Gerhard Richter: Bilder/Serien
18. Mai – 7. September 2014
Fondation Beyeler

Baselstraße
101
4125 Riehen/ Basel 
Tel: +41 (0) 61 / 645 97 00
Fax: +41 (0) 61 / 645 97 19

Web: http://www.fondationbeyeler.ch

Öffnungszeiten:

Mo – So 10 – 18 Uhr Mi 10 – 20 Uhr

Das Museum ist an allen Sonn- und Feiertagen geöffnet!
Eintrittspreise
:
Erwachsene  25 CHF

Studenten bis 30 Jahre 12 CHF

Jugendliche 11 bis 19 Jahre 6 CHF

  • Siegmar
    15. Mai 2014 at 12:20

    sehr schöne Empfehlung und der Preis ist super, leider eine lange Fahrt von Berlin nach Basel, gilt das Ticket auch für den ICE? Da ich die große „RICHTER-Ausstellung“ hier in der Neuen Nationalgalerie vor 2 Jahren noch im Kopf habe, freut es mich das du mit einem Richter-Artikel startest ! 🙂

  • Paul
    15. Mai 2014 at 12:31

    Toller Einstiegsartikel 🙂 bei knappen 3 Stunden von FfM aus sollte das wohl drin sein bald!

  • JulianGadatsch
    15. Mai 2014 at 12:49

    Vielen Dank für das positive Feedback, definitiv eine Reise wert! Basel an sich eignet sich immer gut als kleiner Kurzurlaub, vor allem an den langen Wochenenden. ; )

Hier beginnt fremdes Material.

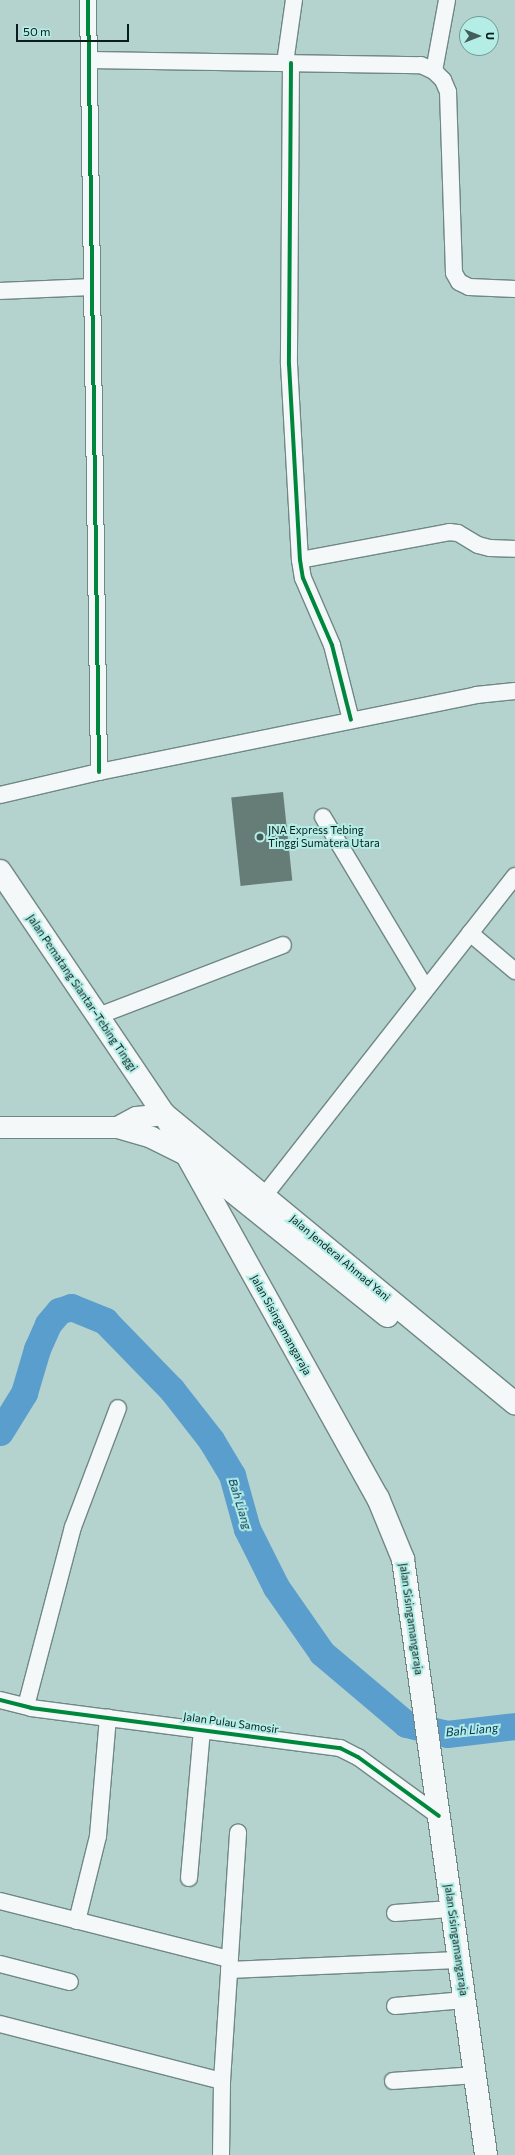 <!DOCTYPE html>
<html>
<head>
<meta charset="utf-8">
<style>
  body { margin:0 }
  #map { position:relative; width:515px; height:2155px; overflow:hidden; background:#b4d2ce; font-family:Commissioner,sans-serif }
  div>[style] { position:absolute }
  .river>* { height:27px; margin:-13.5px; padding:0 13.5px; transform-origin:13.5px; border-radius:13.5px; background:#599ecd }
  .building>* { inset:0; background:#667c77; transform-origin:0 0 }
  .roads { filter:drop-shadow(1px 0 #708885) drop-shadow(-1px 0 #708885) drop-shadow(0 1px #708885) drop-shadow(0 -1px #708885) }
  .minor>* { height:16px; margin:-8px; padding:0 8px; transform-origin:8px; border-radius:8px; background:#f4f8f8 }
  .tertiary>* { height:21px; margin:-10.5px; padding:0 10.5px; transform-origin:10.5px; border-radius:10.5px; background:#f4f8f8 }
  .primary>* { height:22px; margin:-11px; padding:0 11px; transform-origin:11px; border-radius:11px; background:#f4f8f8 }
  .trunk>* { height:22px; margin:-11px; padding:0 11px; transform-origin:11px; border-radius:11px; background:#f4f8f8 }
  .cycleway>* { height:4px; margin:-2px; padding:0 2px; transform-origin:2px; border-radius:2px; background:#00873e }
  .dots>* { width:11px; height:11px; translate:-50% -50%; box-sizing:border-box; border:2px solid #b4ede6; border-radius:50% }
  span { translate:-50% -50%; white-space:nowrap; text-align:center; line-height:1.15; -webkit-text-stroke:4px #b4ede6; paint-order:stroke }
  .poi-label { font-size:11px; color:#071e1c }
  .left { translate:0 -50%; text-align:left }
  .street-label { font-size:11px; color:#071e1c }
  .water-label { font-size:12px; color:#013153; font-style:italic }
  .north { position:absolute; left:459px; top:16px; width:40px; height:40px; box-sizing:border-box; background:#b4ede6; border:1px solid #6f9a95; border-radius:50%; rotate:90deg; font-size:11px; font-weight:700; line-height:16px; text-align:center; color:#071e1c }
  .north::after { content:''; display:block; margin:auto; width:14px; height:18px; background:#445d5a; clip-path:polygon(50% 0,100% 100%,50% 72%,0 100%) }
  .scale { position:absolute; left:16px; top:24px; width:113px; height:18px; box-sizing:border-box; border:2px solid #071e1c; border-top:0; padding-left:5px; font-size:12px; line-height:14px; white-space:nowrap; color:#071e1c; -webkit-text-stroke:3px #b4ede6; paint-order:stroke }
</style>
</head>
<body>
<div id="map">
  <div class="river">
    <i style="left:0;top:1432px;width:46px;rotate:-58.4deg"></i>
    <i style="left:24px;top:1393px;width:46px;rotate:-73.5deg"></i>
    <i style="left:37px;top:1349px;width:27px;rotate:-66deg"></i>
    <i style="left:48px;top:1324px;width:17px;rotate:-50deg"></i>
    <i style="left:59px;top:1311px;width:13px;rotate:-18deg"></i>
    <i style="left:71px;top:1307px;width:37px;rotate:22deg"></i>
    <i style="left:105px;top:1321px;width:96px;rotate:45.8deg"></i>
    <i style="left:172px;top:1390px;width:63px;rotate:52deg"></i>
    <i style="left:211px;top:1440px;width:41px;rotate:59deg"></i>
    <i style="left:232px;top:1475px;width:56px;rotate:74.5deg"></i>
    <i style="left:247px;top:1529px;width:65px;rotate:63.4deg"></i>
    <i style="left:276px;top:1587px;width:80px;rotate:55.1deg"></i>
    <i style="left:322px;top:1653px;width:110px;rotate:40.2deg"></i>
    <i style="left:406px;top:1724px;width:42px;rotate:13.7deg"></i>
    <i style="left:447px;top:1734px;width:68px;rotate:-6.7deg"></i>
  </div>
  <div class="building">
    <i style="left:283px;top:792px;width:89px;height:52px;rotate:84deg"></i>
  </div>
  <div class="roads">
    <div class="minor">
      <i style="left:88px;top:0;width:772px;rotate:89.18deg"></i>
      <i style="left:89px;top:60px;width:332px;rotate:0.9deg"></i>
      <i style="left:421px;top:65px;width:14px;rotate:25deg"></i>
      <i style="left:434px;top:71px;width:13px;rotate:45deg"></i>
      <i style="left:443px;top:80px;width:13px;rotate:67deg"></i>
      <i style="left:448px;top:92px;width:181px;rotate:88.1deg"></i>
      <i style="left:454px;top:273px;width:10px;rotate:61deg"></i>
      <i style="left:459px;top:282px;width:11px;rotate:27deg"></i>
      <i style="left:469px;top:287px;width:46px;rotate:2.5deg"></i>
      <i style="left:285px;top:63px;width:64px;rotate:-81.9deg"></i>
      <i style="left:291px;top:63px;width:301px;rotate:90.4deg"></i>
      <i style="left:289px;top:364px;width:196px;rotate:86.8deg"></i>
      <i style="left:300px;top:560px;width:18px;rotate:81deg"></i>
      <i style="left:303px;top:578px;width:73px;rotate:66.6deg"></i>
      <i style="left:332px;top:645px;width:77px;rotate:75.8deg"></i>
      <i style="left:434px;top:71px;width:72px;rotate:-79.6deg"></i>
      <i style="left:0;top:291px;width:90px;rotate:-2.5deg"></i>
      <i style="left:300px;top:560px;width:152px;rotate:-10.6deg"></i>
      <i style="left:449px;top:532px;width:9px;rotate:6deg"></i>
      <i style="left:458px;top:533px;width:23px;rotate:31deg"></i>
      <i style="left:478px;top:545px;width:12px;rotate:14deg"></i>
      <i style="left:490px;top:548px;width:25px;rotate:2deg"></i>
      <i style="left:0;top:795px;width:102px;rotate:-13.1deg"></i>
      <i style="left:99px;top:772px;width:385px;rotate:-11.5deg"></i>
      <i style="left:476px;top:695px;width:39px;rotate:-6deg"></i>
      <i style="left:323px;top:817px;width:200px;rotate:59.1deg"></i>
      <i style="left:470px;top:933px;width:59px;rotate:40.2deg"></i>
      <i style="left:98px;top:1016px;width:198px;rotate:-21deg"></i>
      <i style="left:257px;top:1205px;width:418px;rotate:-51.9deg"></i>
      <i style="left:0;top:1700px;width:32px;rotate:14deg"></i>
      <i style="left:31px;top:1708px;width:312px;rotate:7.4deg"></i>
      <i style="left:340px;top:1748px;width:20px;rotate:27deg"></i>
      <i style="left:358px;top:1757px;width:100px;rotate:36.1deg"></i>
      <i style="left:26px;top:1706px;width:185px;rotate:-75.3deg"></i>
      <i style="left:73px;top:1527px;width:127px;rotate:-69.3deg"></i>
      <i style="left:189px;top:1878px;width:151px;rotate:-85deg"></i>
      <i style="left:0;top:1901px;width:236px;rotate:14.2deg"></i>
      <i style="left:395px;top:1913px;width:55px;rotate:-4.2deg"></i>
      <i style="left:77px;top:1921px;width:88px;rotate:-76.1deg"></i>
      <i style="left:98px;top:1836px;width:119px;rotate:-85.2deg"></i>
      <i style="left:0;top:1964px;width:72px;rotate:14.4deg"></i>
      <i style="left:229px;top:1970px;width:229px;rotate:-2.5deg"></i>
      <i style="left:395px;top:2006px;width:70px;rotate:-4.9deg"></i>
      <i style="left:0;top:2024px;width:229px;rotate:14.4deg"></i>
      <i style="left:393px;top:2081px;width:82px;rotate:-4.2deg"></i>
      <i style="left:221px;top:2155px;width:74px;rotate:-89.2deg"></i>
      <i style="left:222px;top:2081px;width:249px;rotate:-86.3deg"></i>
    </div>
    <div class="tertiary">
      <i style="left:0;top:1127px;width:117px"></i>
      <i style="left:117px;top:1127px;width:35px;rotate:16deg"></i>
      <i style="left:151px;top:1137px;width:40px;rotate:26.6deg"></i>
      <i style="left:117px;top:1127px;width:21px;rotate:-28deg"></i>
      <i style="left:136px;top:1117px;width:28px;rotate:-6deg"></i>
    </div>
    <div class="primary">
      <i style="left:164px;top:1114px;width:455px;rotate:39.5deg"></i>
      <i style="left:187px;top:1155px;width:257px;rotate:38.8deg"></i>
    </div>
    <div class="trunk">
      <i style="left:0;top:871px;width:293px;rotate:56deg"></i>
      <i style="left:164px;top:1114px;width:440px;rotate:60.9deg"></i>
      <i style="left:378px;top:1498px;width:66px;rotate:67.7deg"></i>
      <i style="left:403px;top:1559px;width:602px;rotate:82.07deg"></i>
    </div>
  </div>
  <div class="cycleway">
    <i style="left:88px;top:0;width:772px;rotate:89.18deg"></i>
    <i style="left:291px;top:63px;width:301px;rotate:90.4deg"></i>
    <i style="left:289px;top:364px;width:196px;rotate:86.8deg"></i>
    <i style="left:300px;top:560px;width:18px;rotate:81deg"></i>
    <i style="left:303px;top:578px;width:73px;rotate:66.6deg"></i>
    <i style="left:332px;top:645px;width:77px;rotate:75.8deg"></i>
    <i style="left:0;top:1700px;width:32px;rotate:14deg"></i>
    <i style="left:31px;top:1708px;width:312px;rotate:7.4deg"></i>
    <i style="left:340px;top:1748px;width:20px;rotate:27deg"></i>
    <i style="left:358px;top:1757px;width:100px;rotate:36.1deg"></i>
  </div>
  <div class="dots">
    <i style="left:260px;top:837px;background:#445d5a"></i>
  </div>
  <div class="poi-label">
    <span class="left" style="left:268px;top:837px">JNA Express Tebing<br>Tinggi Sumatera Utara</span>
  </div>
  <div class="street-label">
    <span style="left:82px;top:993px;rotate:56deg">Jalan Pematang Siantar–Tebing Tinggi</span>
    <span style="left:340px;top:1258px;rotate:40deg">Jalan Jenderal Ahmad Yani</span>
    <span style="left:281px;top:1325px;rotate:61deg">Jalan Sisingamangaraja</span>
    <span style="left:411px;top:1619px;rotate:82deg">Jalan Sisingamangaraja</span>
    <span style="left:231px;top:1723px;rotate:8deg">Jalan Pulau Samosir</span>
    <span style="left:456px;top:1940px;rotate:82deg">Jalan Sisingamangaraja</span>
  </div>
  <div class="water-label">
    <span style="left:240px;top:1504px;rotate:73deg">Bah Liang</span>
    <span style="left:472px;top:1730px;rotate:-5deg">Bah Liang</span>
  </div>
  <div class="north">U</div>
  <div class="scale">50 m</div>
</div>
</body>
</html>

    @Siegmar: So wie ich das verstanden habe, gilt das Angebot auch für den ICE. Habe dir noch einmal den Link zu den Konditionen rausgesucht.

    http://www.bahn.de/p/view/angebot/international/europaspezial/europa-spezial-kultur.shtml

    Viel Spaß in Riehen & LG,
    Julian

  • Annette Gadatsch
    15. Mai 2014 at 12:55

    Da hat also meine Ragusatherapie ( herrlich leckerers Schweizer Schokozeug) Früchte getragen! HiHi!
    Weiter so! Der Artikel weckt Interesse und wer noch nicht genug hat, besucht das Tinguely Museum mit seinen verrückt bunten Kunstwerken. Oder besprichst du das auch noch?????
    Bin gespannt auf alles was folgt!

  • Siegmar
    15. Mai 2014 at 14:25

    @ Julian
    merci !

  • Gabriele Nowak
    15. Mai 2014 at 16:05

    Mit Kenntnis, Witz und Charme geschrieben und von mir gern gelesen. Nur beim Zitieren bitte nicht die wichtigen Worte „einer der “ weglassen. DEN wichtigsten Künstler kann es für mich nicht geben.
    Ich bin neugierig auf mehr Beiträge von dir.